Vô Chico faz sucesso com arte feita à mão

Feliz com o reconhecimento pelo trabalho, Vô Chico está mais empolgado. Página no Facebook já tem 2 mil curtidas.

8 JUL 2019 • POR • 09h54
Aos domingos ele expõe na feira de Vicente de Carvalho. - NAIR BUENO/DIÁRIO DO LITORAL

Com 94 anos completados em junho, Sigeru Tamotu, mais conhecido em Guarujá como Vô Chico, apelido dado pelo neto, tem feito sucesso por onde passa. Mas, nem sempre foi assim. A história de vida do Vô Chico começa no interior de São Paulo, em Piracicaba, onde nasceu. Foi lá que ele aprendeu, quando criança, a transformar madeira em obra de arte. Puxou o talento do pai, exímio artesão e mentor do ofício.

Na juventude mudou-se para Anhembi, outra cidade interiorana que conquistou o coração dele. Margeada por um Rio Tietê ainda limpo, Vô Chico passava os dias pescando o sustento da família. Mas, a chegada dos três filhos com a esposa que ele honra há 40 anos, tornou a pesca insuficiente para a subsistência. Foi então que uma nova oportunidade surgiu em Guarujá.

"Meu cunhado tinha uma barraca de legumes na feira e me chamou para trabalhar com ele. Eu aceitei e mudamos pra cá. Gosto de Guarujá mas sinto falta do interior", conta Vô Chico com lucidez e memória admiráveis.

Em meados de 1990 a aposentadoria chegou e o tempo livre fez ressurgir o hábito da infância: dar vida a pedaços de madeira. Vô Chico comprou ferramentas e voltou a passar os dias esculpindo utensílios de massagem e de cozinha, como tábuas de carne, modelos variados de talheres, suporte para aperitivos, kit quebra caranguejo e siri, e outros produtos de encher os olhos.

As vendas eram realizadas pelas feiras livres da cidade e para amigos próximos. Essa rotina se mantém há mais de 20 anos, mas a falta de valorização do trabalho artesanal e um estoque de mercadorias que mal cabia na garagem de casa fez Vô Chico desanimar.

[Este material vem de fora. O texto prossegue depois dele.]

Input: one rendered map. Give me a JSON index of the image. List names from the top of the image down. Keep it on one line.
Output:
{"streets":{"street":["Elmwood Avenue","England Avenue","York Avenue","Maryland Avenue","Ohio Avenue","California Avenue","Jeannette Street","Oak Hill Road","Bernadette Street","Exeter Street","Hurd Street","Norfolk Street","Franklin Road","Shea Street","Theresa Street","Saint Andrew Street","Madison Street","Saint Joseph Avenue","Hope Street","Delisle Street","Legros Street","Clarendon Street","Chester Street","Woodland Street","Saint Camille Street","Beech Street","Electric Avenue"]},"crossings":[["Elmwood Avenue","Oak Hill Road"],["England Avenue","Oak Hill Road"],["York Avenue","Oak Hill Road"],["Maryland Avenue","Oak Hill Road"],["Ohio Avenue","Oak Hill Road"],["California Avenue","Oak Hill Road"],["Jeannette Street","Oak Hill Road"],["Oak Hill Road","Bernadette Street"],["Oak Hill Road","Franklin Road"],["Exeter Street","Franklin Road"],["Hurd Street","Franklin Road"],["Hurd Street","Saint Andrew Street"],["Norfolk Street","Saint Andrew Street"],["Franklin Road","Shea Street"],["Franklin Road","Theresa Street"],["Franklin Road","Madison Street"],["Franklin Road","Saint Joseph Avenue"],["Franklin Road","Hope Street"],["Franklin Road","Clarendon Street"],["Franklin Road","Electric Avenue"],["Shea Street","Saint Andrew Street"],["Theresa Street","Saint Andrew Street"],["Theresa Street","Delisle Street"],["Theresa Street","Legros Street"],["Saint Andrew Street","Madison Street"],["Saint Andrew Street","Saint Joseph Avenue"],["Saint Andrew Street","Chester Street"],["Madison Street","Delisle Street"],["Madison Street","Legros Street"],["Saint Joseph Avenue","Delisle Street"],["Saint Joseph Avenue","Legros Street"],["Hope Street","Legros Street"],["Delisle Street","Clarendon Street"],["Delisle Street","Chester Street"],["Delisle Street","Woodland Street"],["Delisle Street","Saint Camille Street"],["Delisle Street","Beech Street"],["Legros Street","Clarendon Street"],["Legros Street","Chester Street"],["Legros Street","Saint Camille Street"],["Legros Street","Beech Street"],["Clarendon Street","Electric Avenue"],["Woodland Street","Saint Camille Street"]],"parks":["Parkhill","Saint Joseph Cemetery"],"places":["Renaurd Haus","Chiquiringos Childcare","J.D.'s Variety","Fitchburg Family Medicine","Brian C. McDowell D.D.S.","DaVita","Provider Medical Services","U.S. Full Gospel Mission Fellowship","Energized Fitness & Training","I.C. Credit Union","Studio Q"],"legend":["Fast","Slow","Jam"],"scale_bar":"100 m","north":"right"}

"As pessoas no Brasil não valorizam o que é feito à mão, o que leva tempo para ser produzido. Aí levava as peças para expor na feira e quase ninguém comprava", conta Vô.

Preocupada com o desânimo do patriarca, a família teve uma ideia no fim do ano passado: montar uma página para o Vô Chico no Facebook (Vô Chico Artesão) e publicar fotos dos trabalhos dele. Deu certo. O sucesso das postagens foi tão grande que mais da metade do estoque foi vendido só em janeiro e a página já soma mais de 2 mil curtidas.

Foi preciso até um novo post agradecendo a procura e pedindo um pouquinho de paciência porque Vô Chico não estava dando conta de tantos pedidos, alguns vindos até do Rio de Janeiro.

ROTINA

Feliz com o reconhecimento pelo trabalho, Vô Chico se animou e segue firme na rotina. Todos os dias ele acorda às 6h, busca pão e prepara o café dele e da esposa acamada.

Às 8h começa a produção na pequena oficina no quintal de casa. Vez ou outra tem ajuda do filho Roberto Yukishigue Tamotu para cortar no maquinário manual pedaços de madeira maiores ou mais pesados.

Já o acabamento das peças é sempre feito pelas próprias mãos. "Essa é a parte que dá mais trabalho. Preciso ter muita precisão e concentração porque os detalhes fazem toda a diferença", explica, enquanto mostra uma colher toda em madeira que, segundo ele, foi uma das peças mais demoradas pela exigência no acabamento.

Às 11h é hora de fazer o almoço. Depois de um descanso, Vô Chico volta para a produção da tarde e segue trabalhando até as 17h. Ele diz que hoje o fôlego é menor, mas mesmo assim ainda consegue produzir uma tábua de carnes em cerca de três horas.

Aos domingos, leva os produtos para expor na feira de Vicente de Carvalho, lugar onde ficou famoso e concorrido. E no próximo dia 21 (domingo), Vô Chico participa do Bazar de Mulheres Empreendedoras, evento que reúne artesãos e pequenos comerciantes na Rua Luiz Felipe Machado, 181, no Jd. Santa Helena.

COMPRE DE QUEM FAZ

Em sua oficina, uma placa talhada em madeira, diz: "compre de quem faz". Parece inocente, mas ela faz repensar os motivos que fazem milhares de pessoas se amontoarem em grandes lojas de utensílios para casa que inauguram na região, mas ignorarem quem produz, de fato.

E se há quem diga que quem faz com as mãos, faz também com o coração, ver a forma como Vô Chico trata suas obras, não deixa dúvida disso.